Data Sharing Review

Adrian Midgley ukcrypto at chiark.greenend.org.uk
Wed, 16 Jul 2008 20:43:59 +0100 

-----BEGIN PGP SIGNED MESSAGE-----
Hash: SHA1

Michael Simpson wrote:

> I agree however if the system was based on some sort of biometric
> marker then it would become automatic.

I doubt it, biometrics are not as good as people have hoped, and it
requires the patient or some substantial part of them to be present.
I don't think biometrics solves this problem.

> When i see a patient for the first time then i have to ask their
> permission to share their info with social work.
> With a fair proportion of them they interprete this as "tell me about
> your drug use so that i can tell social work to come and remove your
> children"
> I have become very good at reassuring people about how their data will
> be used in this instance.

A view common if not general on this list, and which is my own is that
we actually have very little idea how their data will be used, and that
there are few reliable boundaires and minimal effective controls on how
it is used.

I try not to reassure people about things like that.


>> 2.  It makes work when the patient is not there difficult - unless the

> As part of the initial "data sharing" interview then patients can be
> asked "if your records need to be accessed in an emergent situation
> and you are unable to give permission at that time do you give your
> consent for that to happen"
Although at present I understand the DoH/NHS view on this is that
consent is not needed in that situation.  I suspect it is very rare,
that those who it is likely to happen to have bracelets or a card in
their wallet - which are both rather mroe reliable than NHS IT
facilities as yet, and that the number of times when it would be done,
and useful non-obvious information would be revealed that way would be
remarkably small.

> Having worked for years in A&E this would enable much more rapid
> treatment for patients with a number of conditions, and it is these
> patients that would be more than happy to sign up. Also patients on
> interestingly lethal drugs would also consent quite quickly (yes
> warfarin, i'm looking at you).

They get a book...
Pencils could be issued.


> Once patients got used to putting thier finger into a reader (for
> instance) prior to consultations with GPs, pharmacists, nursing staff,
> SHOs (or whatever they are called these days) in hospital then it
> would become routine very quickly.

And the same probably applies to buses, tube trains, crossroads, front
doors etc.   This Perfect Day, Ira Levin.

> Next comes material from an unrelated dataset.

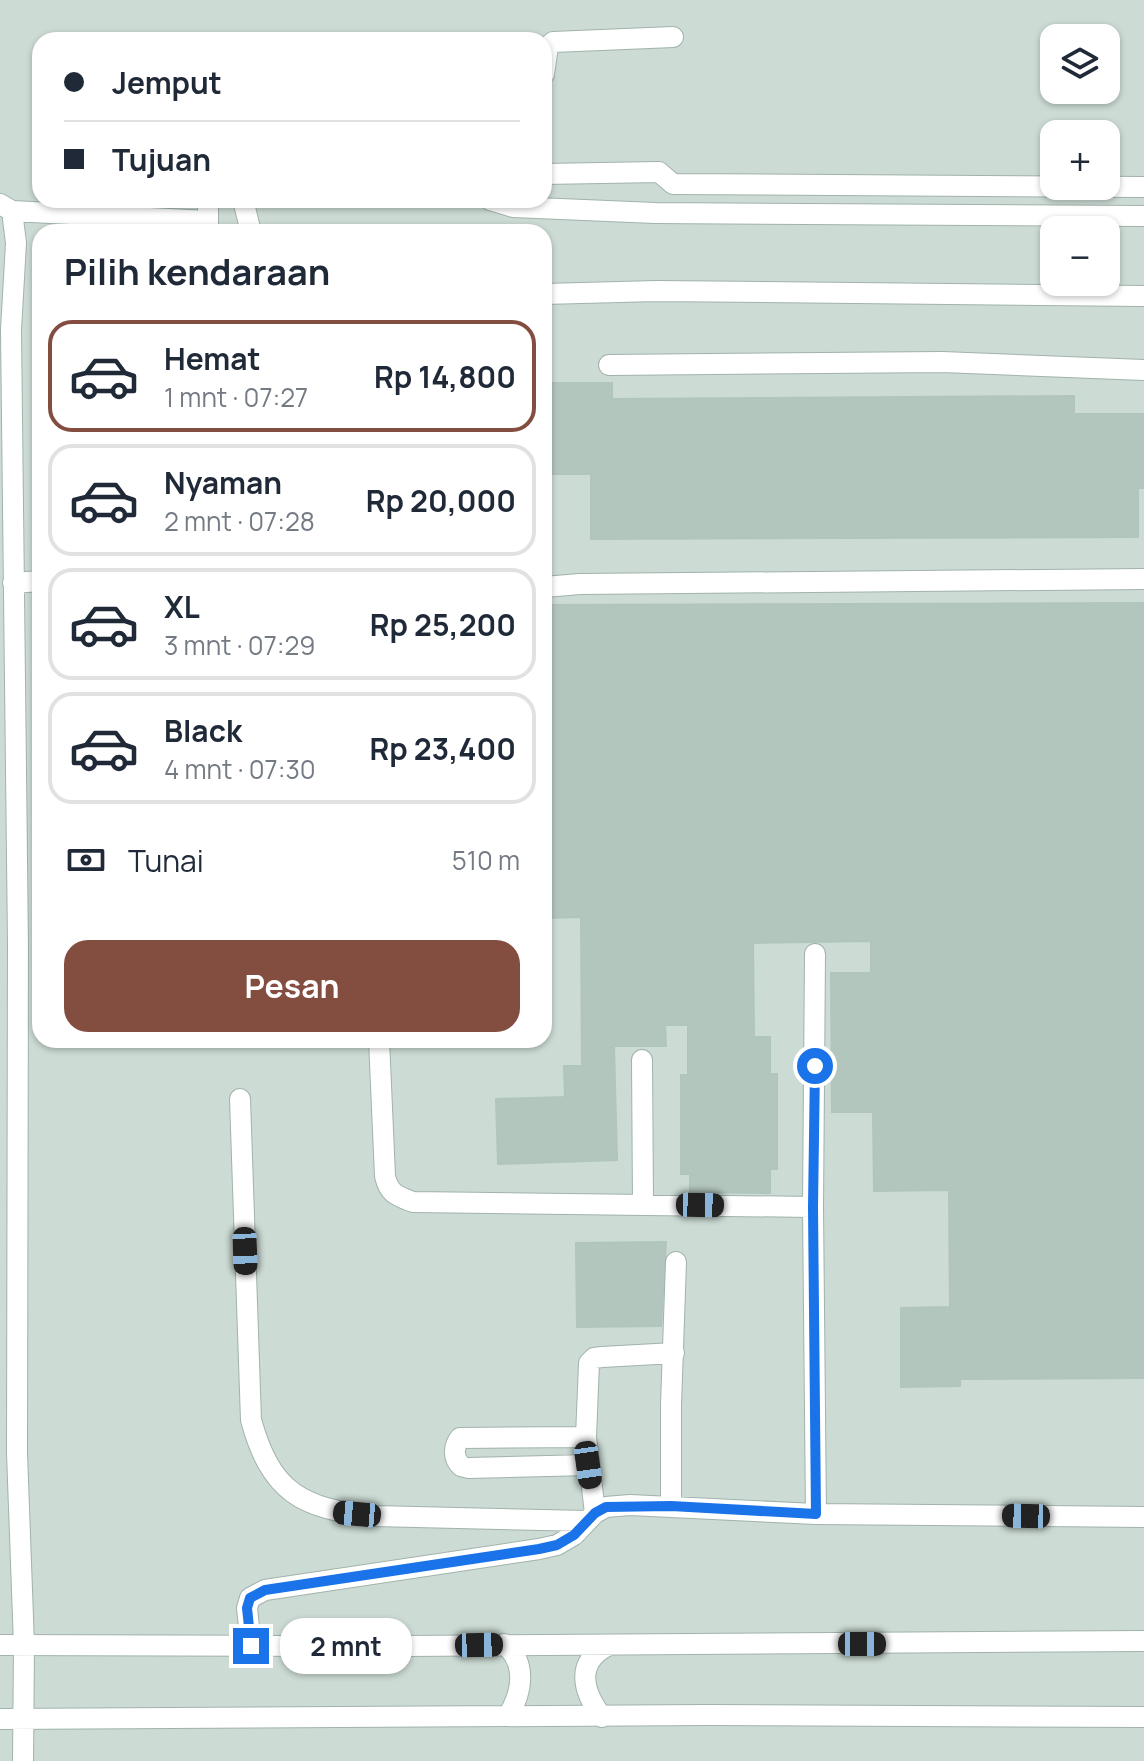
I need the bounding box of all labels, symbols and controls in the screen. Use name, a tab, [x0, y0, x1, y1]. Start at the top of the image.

> It would also give them reassurance that they had control over their
> information which is something that nobody has any assurance of at
> present.

I think several more changes would need to be made.

> PKI with some sort of key escrow accessible by specific medics (senior
> A&E docs) would enable this to happen and would reassure me that my
> private records aren't going to be left on a laptop then being sold in
> irc channels after some mandarin has a moment of forgetfulness in a
> taxi or TNT loses another "encrypted" disk.



>>
>> I favour an absolute rule of all reading of the patient's notes being
>> reported to them, quarterly or  monthly or by access to a web site at
>> their will - whatever is suitable.  Like a phone bill or credit card.
>>
> 
> cart <-horse
> many of my patients are no fixed abode and are not yet part of the
> information age wrt inet access
> Social exclusion is the main acheivement of this area of Glasgow so
> that wouldn't work.

I see you have a point there, however while the patient may lack a fixed
point, there are many around.  At the risk of sounding like the Daily
Mail, some people in that situation manage to attend the benefits agency.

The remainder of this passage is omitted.